Les programmes et instructions de 2002 et de 2007
Les fractions sont introduites à partir de leur sens usuel, c’est-à-dire par le partage d’une unité. Les programmes de l’école primaire publiés en 2002, puis en 2007, donnaient des indications précises concernant l’organisation de l’étude des fractions, à savoir : « Au cycle 3, les élèves mettent en place une première maîtrise des fractions et des nombres décimaux : […] leur étude sera poursuivre au collège. Les fractions et les nombres décimaux doivent d’abord apparaître comme de nouveaux nombres, utiles pour résoudre des problèmes que les nombres entiers ne permettent pas de résoudre de façon satisfaisante : problèmes de partage, de mesure de longueur ou d’aire, de repérage d’un point sur une droite graduée. Les fractions sont 115 essentiellement introduites, au cycle 3, pour donner du sens aux nombres décimales » (Programme de l’école primaire, cycle des approfondissements, BO n° 5 du 12 avril 2007, p.137).

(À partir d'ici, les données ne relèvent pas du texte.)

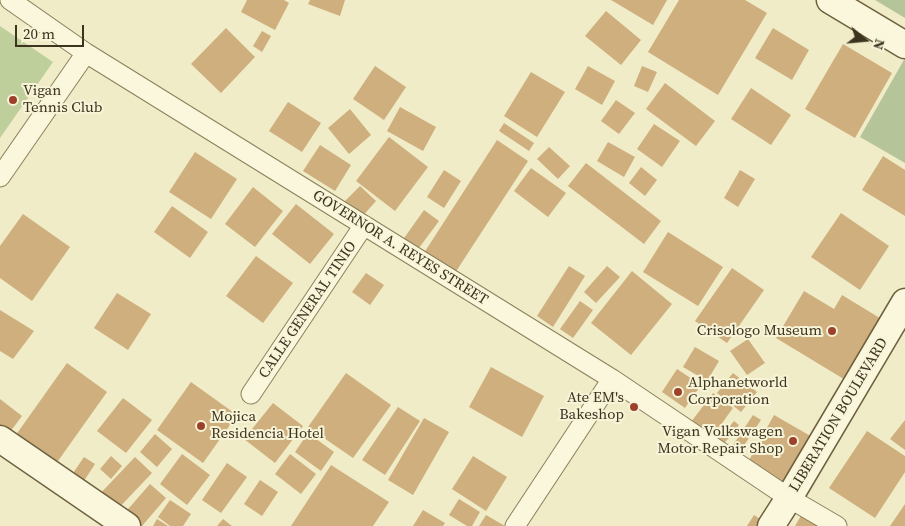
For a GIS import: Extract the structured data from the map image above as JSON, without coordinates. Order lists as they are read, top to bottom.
{
  "streets": {
    "street": ["GOVERNOR A. REYES STREET", "CALLE GENERAL TINIO", "LIBERATION BOULEVARD"]
  },
  "crossings": [
    ["GOVERNOR A. REYES STREET", "CALLE GENERAL TINIO"],
    ["GOVERNOR A. REYES STREET", "LIBERATION BOULEVARD"]
  ],
  "places": [
    "Vigan Tennis Club",
    "Crisologo Museum",
    "Alphanetworld Corporation",
    "Ate EM's Bakeshop",
    "Mojica Residencia Hotel",
    "Vigan Volkswagen Motor Repair Shop"
  ],
  "scale_bar": "20 m",
  "north": "right"
}
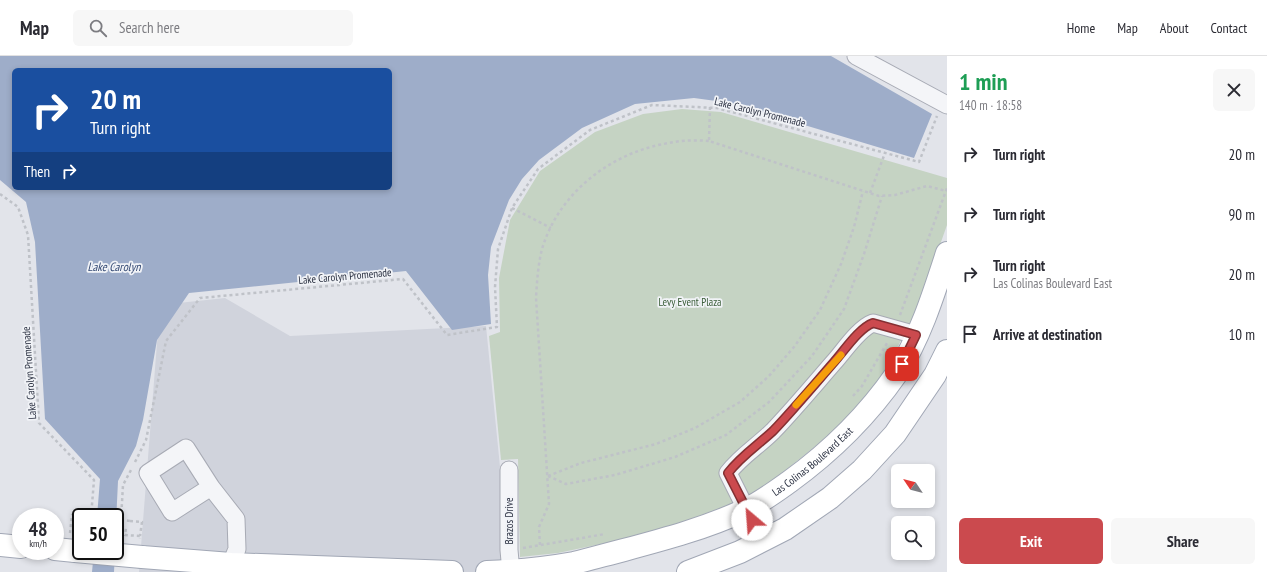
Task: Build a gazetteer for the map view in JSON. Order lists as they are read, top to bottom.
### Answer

L’apprentissage des fractions doit avoir lieu avant celui des nombres décimaux. « En dehors de la connaissance des fractions d’usage courant, le travail sur les fractions est essentiellement destiné à donner du sens aux nombres décimaux envisagés comme fractions décimales ou sommes de fractions décimales (fractions de dénominateurs 10, 100, 1000 …) » (BO n° 1 du 14 février 2002).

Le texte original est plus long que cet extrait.